Ende vergangenen Jahres hatten sowohl die Kassenärztliche Bundesvereinigung als auch der Verband der gesetzlichen Krankenkassen die Honorare für die ambulanten Operationen neu bestimmt. Mit der Konsequenz, dass Ärztinnen und Ärzte für bestimmte Standard-OPs weniger Geld bekommen. Für eine Polypenentfernung bei Kindern etwa gibt es nur noch rund 107 statt wie zuvor 111 Euro. Im Gegenzug wurden komplexere Eingriffe finanziell aufgewertet. Viele Ärzte klagen, dass schon die alte Bezahlung nicht kostendeckend gewesen sei. Sie wandten sich in einer Art Streik gegen diese Änderung – bis heute – und führen solche Eingriffe nur noch in dringenden Notfällen durch. Leidtragende sind Kinder und ihre Eltern, wie eben Familie Panjas aus Augsburg. Im Mai hatte sich Henrys gesundheitlicher Zustand verschlimmert.

"Da ist das Trommelfell gerissen und er bekam eine Gehörgangsentzündung", sagt die Mutter, die nach eigenen Angaben vergeblich etliche Ärzte und Kliniken abgeklappert habe. Was sie mitunter zu hören bekam, erzürnte die 33-Jährige. In der Klinik für Hals-, Nasen- und Ohrenheilkunde des Uniklinikums Augsburg in Haunstetten habe man ihr gesagt, erst wenn es sich auf das Gehirn schlage, bekäme sie einen Termin. "Das hat mich so geärgert. Ich telefonierte dann halb Bayern nach einem OP-Termin ab. Entweder hieß es, man sei nicht zuständig, freie OP-Termine erst ab 2025, oder ich solle mich bei Bundesgesundheitsminister Karl Lauterbach beschweren." Ein Klinik-Personal, das am Telefon ihren Frust abbekommen habe, habe ihr geraten, zu demonstrieren. "Soll ich mich jetzt mit einem Schild in Augsburg hinstellen?", echauffiert sich die Mutter. Bei so einem Protest, der sich auf Kinder auswirke, werde aus ihrer Sicht eine Linie überschritten. Ihr jüngster Sohn höre inzwischen schlecht. Im Augsburger Uniklinikum beteiligt man sich laut Auskunft nicht an den Streiks. Dennoch, die Warteliste für derartige Eingriffe ist lang.

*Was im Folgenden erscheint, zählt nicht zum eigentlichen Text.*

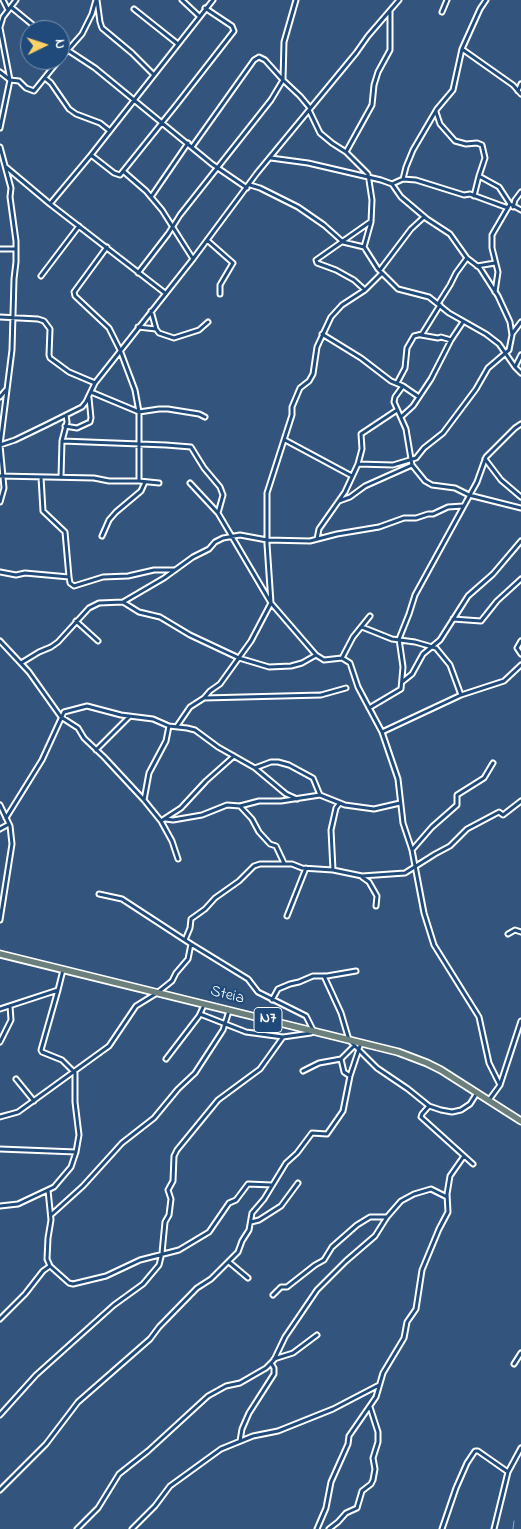 <!DOCTYPE html>
<html>
<head>
<meta charset="utf-8">
<style>
  body { margin:0 }
  #map { position:relative; width:521px; height:1529px; overflow:hidden; background:#33547c; font-family:"Indie Flower",sans-serif }
  canvas { display:block }
  .north { position:absolute; left:20px; top:20px; width:50px; height:50px; box-sizing:border-box; background:#1f4a7a; border:1px solid #7992af; border-radius:50%; rotate:86deg; font-size:14px; font-weight:700; line-height:20px; text-align:center; color:#fff }
  .north::after { content:''; display:block; margin:auto; width:18px; height:22px; background:#ffd166; clip-path:polygon(50% 0,100% 100%,50% 72%,0 100%) }
</style>
</head>
<body>
<div id="map">
<canvas width="521" height="1529"></canvas>
<div class="north">N</div>
</div>
<script>
const c = document.querySelector('canvas').getContext('2d');
c.lineJoin = 'round';
function toPath(rows) {
  const path = new Path2D();
  for (const r of rows) {
    path.moveTo(r[0], r[1]);
    for (let i = 2; i < r.length; i += 2) path.lineTo(r[i], r[i + 1]);
  }
  return path;
}
function stroke(path, color, width, dash) {
  c.strokeStyle = color;
  c.lineWidth = width;
  c.lineCap = dash ? 'butt' : 'round';
  c.setLineDash(dash || []);
  c.stroke(path);
}
function write(font, color, halo, rows, align = 'center') {
  c.font = font + ' "Indie Flower",sans-serif';
  c.lineWidth = 4;
  c.setLineDash([]);
  c.textBaseline = 'middle';
  c.strokeStyle = halo;
  c.fillStyle = color;
  for (const [text, x, y, turn = 0] of rows) {
    c.save();
    c.translate(x, y);
    c.rotate((+turn || 0) * Math.PI / 180);
    c.textAlign = isNaN(turn) ? turn : align;
    if (halo) c.strokeText(text, 0, 0);
    c.fillText(text, 0, 0);
    c.restore();
  }
}
const stream = toPath([
  [513,1529,514,1521]
]);
const street = toPath([
  [3,0,8,10],
  [97,0,100,22,102,28,132,53,154,75],
  [182,0,199,16],
  [296,0,284,42,283,80,300,96,310,108],
  [11,7,39,30],
  [134,9,178,44],
  [442,12,447,0],
  [0,27,3,17,16,0],
  [0,28,10,80,19,81,26,88,34,91,59,60],
  [60,45,95,68,212,164,247,188],
  [462,49,513,85,521,94],
  [60,59,82,34,92,14,96,0],
  [0,72,10,80,0,128],
  [45,78,51,83,69,109,76,114,100,123,110,131],
  [518,91,521,84],
  [309,110,320,133,332,143,346,152,368,174,372,200,371,222,364,247,378,269,398,289,429,297,449,313,486,334,499,344,515,367,521,373],
  [436,112,440,124,455,141,466,144,477,143,482,145,485,158,479,176,499,187,510,204,521,210],
  [0,147,11,188,10,197,16,241,16,262,14,279,12,350,0,445,4,488,0,502],
  [346,152,372,105,374,85,378,72,390,50,390,11],
  [91,155,114,173,120,175,177,104,234,31,232,26,205,8],
  [271,158,308,163,381,180,392,184,401,197,427,219,450,234,467,258,480,268,498,296,510,322,512,335,509,350,488,368,476,389,443,433,424,448,416,458,393,465,358,464],
  [6,167,50,204,165,293],
  [123,171,146,191,162,210,193,259],
  [403,179,416,180,464,195,470,194,508,208],
  [392,184,403,179,406,167,413,150,437,109,453,90,462,49,480,9,486,0],
  [250,185,260,188,298,207,324,225,343,242,364,247],
  [474,196,479,176],
  [151,197,188,143],
  [50,204,91,155,213,0],
  [513,207,515,200,521,192],
  [207,240,233,263,220,285,220,294],
  [0,249,16,249],
  [477,266,495,263],
  [380,270,411,229,424,217],
  [138,273,168,234,180,215,271,100,283,80,265,60,259,57,254,60,192,147],
  [41,276,79,226],
  [365,290,354,280,336,270,317,263,316,260,370,222],
  [495,292,498,272,492,248,492,235,510,204],
  [438,304,450,285,456,273,467,258],
  [151,311,156,329,159,333,174,338,199,330,208,322],
  [0,317,38,319,44,321,50,329,49,355,50,358,69,372,95,383],
  [138,327,156,329],
  [322,334,361,358,391,381,403,386,395,397,394,402,406,429,412,465,425,481,432,485,455,488,469,495,521,508],
  [512,334,521,322],
  [421,335,438,338,441,337,451,340],
  [515,367,521,355],
  [397,383,405,368,407,348,414,336,422,334,440,305],
  [403,386,419,397],
  [91,392,139,412,159,409,168,409,199,414,205,417],
  [0,397,6,390],
  [401,417,413,406,431,379,451,340,463,322],
  [65,426,77,428,90,422,91,418,89,398],
  [285,440,352,476],
  [62,441,166,445,191,447,204,468,220,487,223,495,218,513,271,603,316,655,324,660,342,658,350,663,358,687,382,732,398,779,403,823,412,850,424,913,434,945,479,1017,489,1063,500,1085],
  [0,445,15,440,46,425,82,407,86,402,95,383,193,259,257,173,356,53,368,36,399,0],
  [485,459,501,480,521,497],
  [0,476,94,478,109,481,139,481,139,412,135,390,120,350,109,328,75,296,74,292,107,247],
  [41,477,43,511,65,532,69,577,70,583,74,586,103,577,128,576,154,570,174,570],
  [61,477,62,441,67,422,66,415],
  [139,481,159,483],
  [190,483,218,513],
  [339,501,350,497,365,486,412,465],
  [102,536,109,520,116,512,141,491,145,482],
  [317,539,319,529,345,492,358,464,362,449,361,434,397,410],
  [0,572,16,575,25,573,69,577],
  [123,602,139,612,160,617,190,635,239,658,269,667,291,666,302,663,316,655],
  [453,619,481,621,497,601,521,579],
  [76,621,98,641],
  [362,627,392,639,415,642,436,648,450,665,461,695],
  [0,641,29,672,61,717,78,728,84,738,104,757,144,800,161,821,172,841,178,859],
  [521,641,517,648,521,654],
  [342,658,353,637,370,616],
  [21,663,39,652,51,647,58,642,89,608,99,603,123,602,164,578,193,557,209,549,215,542,223,538,240,535,267,540,310,541,337,534,379,527,404,518,416,518,428,514,433,514,448,507,463,506],
  [402,682,412,674,423,654,440,640,468,596,493,574,521,541],
  [204,698,321,695,346,688],
  [369,708,401,689,403,667,399,639,409,614,415,595,477,482,486,457,515,428,521,424],
  [177,726,190,707,204,698,210,691,220,684,251,641,271,603,267,544,267,493,292,415,292,407,300,388,309,381,313,374,317,347,331,317,342,305,365,290,382,273],
  [382,732,461,695,504,681,521,665],
  [96,750,129,717],
  [255,768,271,762,278,762,289,765,313,778,320,795,345,805,374,809,400,803],
  [144,800,149,773,166,741,169,726],
  [0,805,10,826,12,844,0,920],
  [240,806,252,819,259,832,270,844,276,846,284,863],
  [6,818,42,760,64,712,87,706,121,715,153,719,169,726,187,728,195,730,218,747,255,768,286,794,297,799],
  [166,819,173,820,202,815,227,805,240,806,259,801,281,801,320,795],
  [161,821,181,808,206,781,234,756],
  [0,829,9,824],
  [412,850,432,827,457,805,457,795,484,778,493,763],
  [333,870,331,830,336,808,339,804],
  [362,877,369,882,377,896,376,906],
  [99,894,122,899,191,944,248,979,258,992,306,1016,313,1030],
  [287,916,306,868],
  [508,934,515,930,521,932],
  [185,940,190,928,191,919,205,909,215,898,239,881,254,866,260,864,292,864,302,868,333,870,362,876,405,873,435,854,450,846,467,829,499,812,503,815,521,801],
  [324,976,341,1013,349,1040,377,1068,408,1089,429,1106,441,1110,452,1112,461,1110,470,1104,477,1093],
  [272,1000,278,989,290,984,299,982,313,976,327,976,356,971],
  [0,1009,58,990,63,970],
  [200,1014,246,1032,283,1037],
  [0,1042,11,1020,10,1006],
  [166,1059,199,1016,204,1005],
  [341,1059,344,1072,350,1076],
  [303,1071,319,1063,341,1059,354,1046],
  [16,1079,34,1101],
  [489,1100,500,1085,521,1021],
  [429,1106,422,1114,421,1117,473,1164],
  [0,1117,18,1112,109,1046,136,1006,157,993,172,981,176,973,188,959,191,944],
  [0,1149,76,1152],
  [48,1190,51,1220,48,1238,47,1259,50,1266,69,1283,73,1284,106,1276,140,1260,179,1250,209,1232,229,1203,236,1200,248,1184,272,1185],
  [0,1206,18,1204,54,1187,71,1167,76,1152,79,1135,75,1102,75,1073,62,1060,42,1052,41,1050,58,990],
  [51,1215,83,1186,122,1143,154,1118,178,1089,195,1073,223,1030,229,1011],
  [251,1222,259,1220,281,1206,298,1183],
  [229,1262,248,1278],
  [273,1295,281,1287,287,1287,315,1265,324,1260,332,1247,357,1225,370,1217,387,1217],
  [0,1319,25,1294,43,1271,50,1266],
  [274,1359,293,1353,317,1335],
  [514,1364,521,1353],
  [0,1415,36,1375,114,1305,143,1284,159,1265,162,1253,165,1222,169,1215,171,1199,168,1190,173,1181,174,1156,177,1150,218,1100,260,1069,283,1037,311,1033],
  [240,1441,242,1429,249,1413,274,1374,274,1368,271,1363],
  [0,1490,46,1444,78,1402,150,1339,159,1327,197,1288,211,1279,238,1252,242,1241,249,1230,252,1213,264,1199,286,1163,297,1153,312,1133,327,1134,343,1111,350,1076,361,1043],
  [77,1529,98,1508,119,1474,148,1451,208,1396,226,1386,240,1383,266,1368,274,1360,285,1337,317,1290,346,1261,375,1236,387,1217,401,1201,414,1194,431,1189,447,1197],
  [132,1529,155,1506,170,1486,221,1449,253,1436,278,1431,333,1409,379,1385],
  [317,1529,326,1508,331,1482,348,1444,349,1436,376,1397,383,1373,404,1338,407,1322,416,1309,422,1270,439,1229,448,1212,447,1194,450,1176,464,1156],
  [329,1529,338,1522,346,1513,357,1508,362,1491,371,1484,373,1480,375,1469,373,1458,378,1442,378,1432,370,1407],
  [442,1529,456,1488,467,1463,475,1451,478,1451,508,1472],
  [494,1529,508,1472,521,1448]
]);
const primary = toPath([
  [0,954,398,1052,427,1063,441,1070,521,1121]
]);
const shields = [
  [268,1020,28]
];
const shieldNames = [
  ["N7",268,1020]
];
const streetNames = [
  ["Steia",227,996,14]
];
stroke(stream, '#8cadc3', 1);
stroke(street, '#fff', 7);
stroke(primary, '#fff', 9);
stroke(street, '#1f4a7a', 3);
stroke(primary, '#6b7f7c', 5.5);
for (const [x, y, w] of shields) {
  const box = new Path2D();
  box.roundRect(x - w / 2, y - 12.5, w, 25, 4);
  c.fillStyle = '#1f4a7a';
  c.fill(box);
  stroke(box, '#fff', 1);
}
write('bold 15px', '#fff', null, shieldNames);
write('16px', '#fff', '#1f4a7a', streetNames);
</script>
</body>
</html>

Uniklinik Augsburg steht in Kooperationsverhandlungen mit anderem Krankenhaus

Aktuell sei die Warteliste bei Januar 2024 angelangt, meint Prof. Dr. Johannes Zenk, Direktor der dortigen HNO-Klinik. "Der reglementierende Faktor sind nicht die HNO-Ärztinnen und Ärzte – es fehlt eher an verfügbaren OP-Kapazitäten inklusive des erforderlichen Fachpersonals aus Pflege und Anästhesie." Bei akuten Behandlungen erfolge aber die notfallmäßige Behandlung wie bisher, betont der Mediziner. Das Universitätsklinikum stehe inzwischen in Kooperationsverhandlungen mit einer anderen Klinik in Augsburg, mit dem Ziel, die Kapazitäten für diese Eingriffe zu erhöhen. Die aktuelle Problematik könne die Uniklinik jedenfalls nicht lösen. Hier seien die Krankenkassen und die Politik gefragt. 

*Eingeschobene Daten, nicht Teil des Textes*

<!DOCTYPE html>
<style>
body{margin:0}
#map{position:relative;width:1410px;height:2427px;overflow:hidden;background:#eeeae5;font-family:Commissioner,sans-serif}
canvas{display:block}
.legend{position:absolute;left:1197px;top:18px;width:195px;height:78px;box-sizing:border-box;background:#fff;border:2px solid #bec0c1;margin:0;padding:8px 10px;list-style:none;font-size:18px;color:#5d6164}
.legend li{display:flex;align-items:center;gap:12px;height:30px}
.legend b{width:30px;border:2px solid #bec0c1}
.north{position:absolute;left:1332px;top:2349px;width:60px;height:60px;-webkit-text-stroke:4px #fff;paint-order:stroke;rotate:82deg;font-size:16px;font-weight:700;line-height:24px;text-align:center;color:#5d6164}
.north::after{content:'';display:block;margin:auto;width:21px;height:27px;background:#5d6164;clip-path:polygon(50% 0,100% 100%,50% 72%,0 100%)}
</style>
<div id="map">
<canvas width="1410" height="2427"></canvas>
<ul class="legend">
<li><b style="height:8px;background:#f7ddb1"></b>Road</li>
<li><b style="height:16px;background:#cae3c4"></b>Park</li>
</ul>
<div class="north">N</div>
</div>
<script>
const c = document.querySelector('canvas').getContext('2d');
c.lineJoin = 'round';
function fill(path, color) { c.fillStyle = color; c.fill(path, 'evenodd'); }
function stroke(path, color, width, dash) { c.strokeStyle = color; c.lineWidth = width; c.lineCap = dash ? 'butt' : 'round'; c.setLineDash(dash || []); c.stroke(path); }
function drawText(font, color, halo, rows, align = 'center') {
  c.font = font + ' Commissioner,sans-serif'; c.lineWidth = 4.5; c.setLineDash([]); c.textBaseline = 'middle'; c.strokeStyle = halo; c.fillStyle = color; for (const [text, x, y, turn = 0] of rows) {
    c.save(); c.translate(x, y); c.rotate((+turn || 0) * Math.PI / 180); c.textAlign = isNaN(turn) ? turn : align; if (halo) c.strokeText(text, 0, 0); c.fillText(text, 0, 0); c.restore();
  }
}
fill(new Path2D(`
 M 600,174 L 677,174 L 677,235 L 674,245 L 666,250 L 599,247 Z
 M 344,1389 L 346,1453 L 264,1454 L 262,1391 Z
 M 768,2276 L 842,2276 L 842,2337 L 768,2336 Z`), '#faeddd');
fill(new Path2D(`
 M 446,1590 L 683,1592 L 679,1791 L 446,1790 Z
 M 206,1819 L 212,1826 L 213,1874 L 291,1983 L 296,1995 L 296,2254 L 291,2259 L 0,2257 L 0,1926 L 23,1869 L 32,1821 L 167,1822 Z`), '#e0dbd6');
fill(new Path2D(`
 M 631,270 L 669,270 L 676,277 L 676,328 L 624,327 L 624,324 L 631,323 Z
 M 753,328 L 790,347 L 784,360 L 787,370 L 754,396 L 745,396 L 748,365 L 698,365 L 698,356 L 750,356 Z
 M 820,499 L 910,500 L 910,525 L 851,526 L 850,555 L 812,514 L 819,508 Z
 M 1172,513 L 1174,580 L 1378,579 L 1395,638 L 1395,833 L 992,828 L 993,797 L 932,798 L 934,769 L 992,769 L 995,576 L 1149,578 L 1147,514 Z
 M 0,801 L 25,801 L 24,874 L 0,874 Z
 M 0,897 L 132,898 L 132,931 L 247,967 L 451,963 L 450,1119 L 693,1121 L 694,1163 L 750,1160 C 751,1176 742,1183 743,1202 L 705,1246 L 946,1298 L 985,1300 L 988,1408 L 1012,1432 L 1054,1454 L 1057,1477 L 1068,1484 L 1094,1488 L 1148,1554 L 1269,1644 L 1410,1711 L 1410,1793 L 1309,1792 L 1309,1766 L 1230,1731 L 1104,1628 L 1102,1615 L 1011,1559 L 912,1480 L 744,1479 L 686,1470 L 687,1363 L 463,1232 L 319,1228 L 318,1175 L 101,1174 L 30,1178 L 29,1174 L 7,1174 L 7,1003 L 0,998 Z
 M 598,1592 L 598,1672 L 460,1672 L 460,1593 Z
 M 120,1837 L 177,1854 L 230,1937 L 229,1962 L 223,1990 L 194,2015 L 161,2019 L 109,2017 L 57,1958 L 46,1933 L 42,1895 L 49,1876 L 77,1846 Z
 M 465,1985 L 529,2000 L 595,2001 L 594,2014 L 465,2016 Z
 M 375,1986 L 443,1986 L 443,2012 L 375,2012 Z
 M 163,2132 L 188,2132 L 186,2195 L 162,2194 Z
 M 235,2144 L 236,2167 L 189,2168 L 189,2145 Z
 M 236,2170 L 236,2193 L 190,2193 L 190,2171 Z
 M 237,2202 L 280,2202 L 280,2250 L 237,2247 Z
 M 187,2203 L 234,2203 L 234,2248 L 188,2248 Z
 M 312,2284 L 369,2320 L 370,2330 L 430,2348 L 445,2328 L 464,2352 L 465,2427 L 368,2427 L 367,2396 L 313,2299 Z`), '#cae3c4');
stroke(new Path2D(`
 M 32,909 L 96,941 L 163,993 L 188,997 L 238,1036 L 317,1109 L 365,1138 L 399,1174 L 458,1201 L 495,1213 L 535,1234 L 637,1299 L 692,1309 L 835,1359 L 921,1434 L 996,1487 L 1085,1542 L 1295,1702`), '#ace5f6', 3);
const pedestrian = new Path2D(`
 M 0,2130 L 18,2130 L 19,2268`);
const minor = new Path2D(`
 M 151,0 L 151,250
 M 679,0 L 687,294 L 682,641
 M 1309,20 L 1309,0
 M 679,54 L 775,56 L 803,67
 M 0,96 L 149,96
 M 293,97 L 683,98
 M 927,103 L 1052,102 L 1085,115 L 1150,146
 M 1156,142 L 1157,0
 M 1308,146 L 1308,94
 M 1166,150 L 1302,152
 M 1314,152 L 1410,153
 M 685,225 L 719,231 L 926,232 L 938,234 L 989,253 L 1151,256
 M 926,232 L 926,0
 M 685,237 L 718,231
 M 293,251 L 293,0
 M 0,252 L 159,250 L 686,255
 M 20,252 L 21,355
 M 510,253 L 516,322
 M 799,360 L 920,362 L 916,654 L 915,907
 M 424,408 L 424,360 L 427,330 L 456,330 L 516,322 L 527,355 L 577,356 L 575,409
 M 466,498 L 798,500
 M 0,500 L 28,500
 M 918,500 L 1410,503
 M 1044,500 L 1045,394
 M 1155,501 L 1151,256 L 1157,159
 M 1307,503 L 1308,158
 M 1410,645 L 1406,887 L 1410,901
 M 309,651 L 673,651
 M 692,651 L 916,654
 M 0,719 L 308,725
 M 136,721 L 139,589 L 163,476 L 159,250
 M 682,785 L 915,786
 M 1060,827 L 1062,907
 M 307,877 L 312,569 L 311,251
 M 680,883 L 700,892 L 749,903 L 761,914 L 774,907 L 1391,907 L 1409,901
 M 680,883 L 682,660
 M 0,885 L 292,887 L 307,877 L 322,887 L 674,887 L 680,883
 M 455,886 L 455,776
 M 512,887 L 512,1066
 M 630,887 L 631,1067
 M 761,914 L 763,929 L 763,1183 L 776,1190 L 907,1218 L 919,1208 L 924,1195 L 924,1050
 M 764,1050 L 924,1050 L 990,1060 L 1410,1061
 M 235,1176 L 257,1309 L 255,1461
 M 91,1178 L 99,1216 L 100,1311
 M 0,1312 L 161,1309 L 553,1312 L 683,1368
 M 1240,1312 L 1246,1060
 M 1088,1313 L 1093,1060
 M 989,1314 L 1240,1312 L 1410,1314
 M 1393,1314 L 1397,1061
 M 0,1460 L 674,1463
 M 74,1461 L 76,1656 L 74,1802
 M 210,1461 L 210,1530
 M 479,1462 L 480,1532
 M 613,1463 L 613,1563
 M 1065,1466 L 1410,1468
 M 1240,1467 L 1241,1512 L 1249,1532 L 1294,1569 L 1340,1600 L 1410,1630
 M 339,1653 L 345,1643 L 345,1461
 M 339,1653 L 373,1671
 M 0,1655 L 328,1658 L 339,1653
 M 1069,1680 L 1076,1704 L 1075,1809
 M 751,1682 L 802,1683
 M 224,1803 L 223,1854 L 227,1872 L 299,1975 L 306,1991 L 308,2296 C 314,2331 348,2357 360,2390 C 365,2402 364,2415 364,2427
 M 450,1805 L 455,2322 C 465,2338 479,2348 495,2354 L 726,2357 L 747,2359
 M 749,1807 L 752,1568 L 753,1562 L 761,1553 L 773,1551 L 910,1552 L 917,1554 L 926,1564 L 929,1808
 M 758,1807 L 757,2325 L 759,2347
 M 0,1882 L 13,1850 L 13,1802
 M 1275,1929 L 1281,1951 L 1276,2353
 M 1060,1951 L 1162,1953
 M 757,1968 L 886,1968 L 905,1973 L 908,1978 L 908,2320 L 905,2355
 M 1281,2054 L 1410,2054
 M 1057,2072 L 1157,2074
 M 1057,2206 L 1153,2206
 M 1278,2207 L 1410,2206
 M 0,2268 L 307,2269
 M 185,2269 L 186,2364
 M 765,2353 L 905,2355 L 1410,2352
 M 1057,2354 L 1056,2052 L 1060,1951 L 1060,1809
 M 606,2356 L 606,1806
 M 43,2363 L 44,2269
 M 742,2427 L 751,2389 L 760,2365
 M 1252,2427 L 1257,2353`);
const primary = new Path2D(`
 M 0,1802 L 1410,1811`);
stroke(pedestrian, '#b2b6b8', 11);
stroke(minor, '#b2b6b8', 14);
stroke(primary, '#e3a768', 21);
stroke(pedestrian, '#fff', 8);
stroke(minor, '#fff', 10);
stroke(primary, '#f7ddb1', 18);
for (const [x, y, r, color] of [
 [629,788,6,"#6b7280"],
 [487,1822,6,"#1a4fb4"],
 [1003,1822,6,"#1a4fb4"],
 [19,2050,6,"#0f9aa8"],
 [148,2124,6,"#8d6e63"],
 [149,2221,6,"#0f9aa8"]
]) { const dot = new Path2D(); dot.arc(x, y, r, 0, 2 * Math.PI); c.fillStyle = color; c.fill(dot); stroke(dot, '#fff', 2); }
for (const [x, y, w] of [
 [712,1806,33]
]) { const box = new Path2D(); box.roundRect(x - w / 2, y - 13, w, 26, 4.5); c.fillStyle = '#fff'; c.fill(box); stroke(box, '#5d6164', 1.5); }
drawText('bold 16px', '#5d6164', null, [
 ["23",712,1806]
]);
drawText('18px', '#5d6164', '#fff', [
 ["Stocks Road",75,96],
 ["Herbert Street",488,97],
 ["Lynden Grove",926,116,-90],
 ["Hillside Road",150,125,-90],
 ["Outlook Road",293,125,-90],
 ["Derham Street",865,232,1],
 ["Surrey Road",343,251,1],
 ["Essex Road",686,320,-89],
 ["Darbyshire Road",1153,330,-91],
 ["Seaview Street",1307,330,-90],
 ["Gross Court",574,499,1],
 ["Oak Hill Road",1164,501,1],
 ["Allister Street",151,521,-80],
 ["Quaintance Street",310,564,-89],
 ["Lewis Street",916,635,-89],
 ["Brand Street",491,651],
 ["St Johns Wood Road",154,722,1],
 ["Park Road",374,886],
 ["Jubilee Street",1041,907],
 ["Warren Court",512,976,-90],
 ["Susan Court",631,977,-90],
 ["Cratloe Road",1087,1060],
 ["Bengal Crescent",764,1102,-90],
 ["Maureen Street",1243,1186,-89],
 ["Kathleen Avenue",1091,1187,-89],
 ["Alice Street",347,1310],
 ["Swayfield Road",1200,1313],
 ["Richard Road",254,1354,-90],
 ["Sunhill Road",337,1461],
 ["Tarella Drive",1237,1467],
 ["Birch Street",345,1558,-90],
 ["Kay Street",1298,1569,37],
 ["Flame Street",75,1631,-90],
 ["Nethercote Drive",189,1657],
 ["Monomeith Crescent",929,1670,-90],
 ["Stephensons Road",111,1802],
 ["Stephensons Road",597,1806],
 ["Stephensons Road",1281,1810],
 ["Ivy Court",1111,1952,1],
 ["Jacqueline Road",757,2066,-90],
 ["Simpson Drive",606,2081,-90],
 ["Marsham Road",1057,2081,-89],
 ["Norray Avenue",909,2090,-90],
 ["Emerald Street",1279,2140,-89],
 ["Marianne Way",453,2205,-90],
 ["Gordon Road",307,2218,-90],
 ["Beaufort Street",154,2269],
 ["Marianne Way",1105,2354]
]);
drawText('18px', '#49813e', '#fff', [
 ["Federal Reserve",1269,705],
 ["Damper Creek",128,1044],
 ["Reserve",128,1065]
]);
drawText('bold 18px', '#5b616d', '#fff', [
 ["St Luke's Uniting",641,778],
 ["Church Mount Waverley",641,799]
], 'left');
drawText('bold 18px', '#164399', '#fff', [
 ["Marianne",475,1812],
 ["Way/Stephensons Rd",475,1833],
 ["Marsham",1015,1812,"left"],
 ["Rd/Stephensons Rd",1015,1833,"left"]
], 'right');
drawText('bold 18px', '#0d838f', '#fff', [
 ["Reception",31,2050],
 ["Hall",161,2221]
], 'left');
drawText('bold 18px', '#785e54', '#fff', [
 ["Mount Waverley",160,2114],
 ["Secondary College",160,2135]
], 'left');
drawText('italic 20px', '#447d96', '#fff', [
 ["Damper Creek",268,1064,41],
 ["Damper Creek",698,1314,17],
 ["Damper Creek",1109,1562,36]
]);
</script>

Die Kassenärztlichen Bundesvereinigung weist wiederholte Vorwürfe von Politikern und Krankenkassen, protestierende Ärzte würden sich unethisch verhalten, zurück. Immer auf die Verpflichtung der Ärzte abzustellen, ihre Patienten versorgen zu müssen, sei ein unzulässiges Argument, sagte KBV-Chef Andreas Gassen. Der eigentliche Skandal sei, dass die Kolleginnen und Kollegen, gerade weil sie sich ihren Patienten verpflichtet fühlten, schon seit Jahren Leistungen erbrächten, die sie nicht bezahlt bekämen. Mutter Agnes Panjas sagt, sie will sich bei dem Streit auf keine Seite schlagen. Ihre Kritik ist aber, "dass das Geld über die Gesundheit der Kinder gestellt wird". Nach langem Suchen und vielen Telefonaten hat die Augsburgerin inzwischen einen Termin für Henry ergattert: Eine Ärztin in Stuttgart operiere den Vierjährigen im Oktober.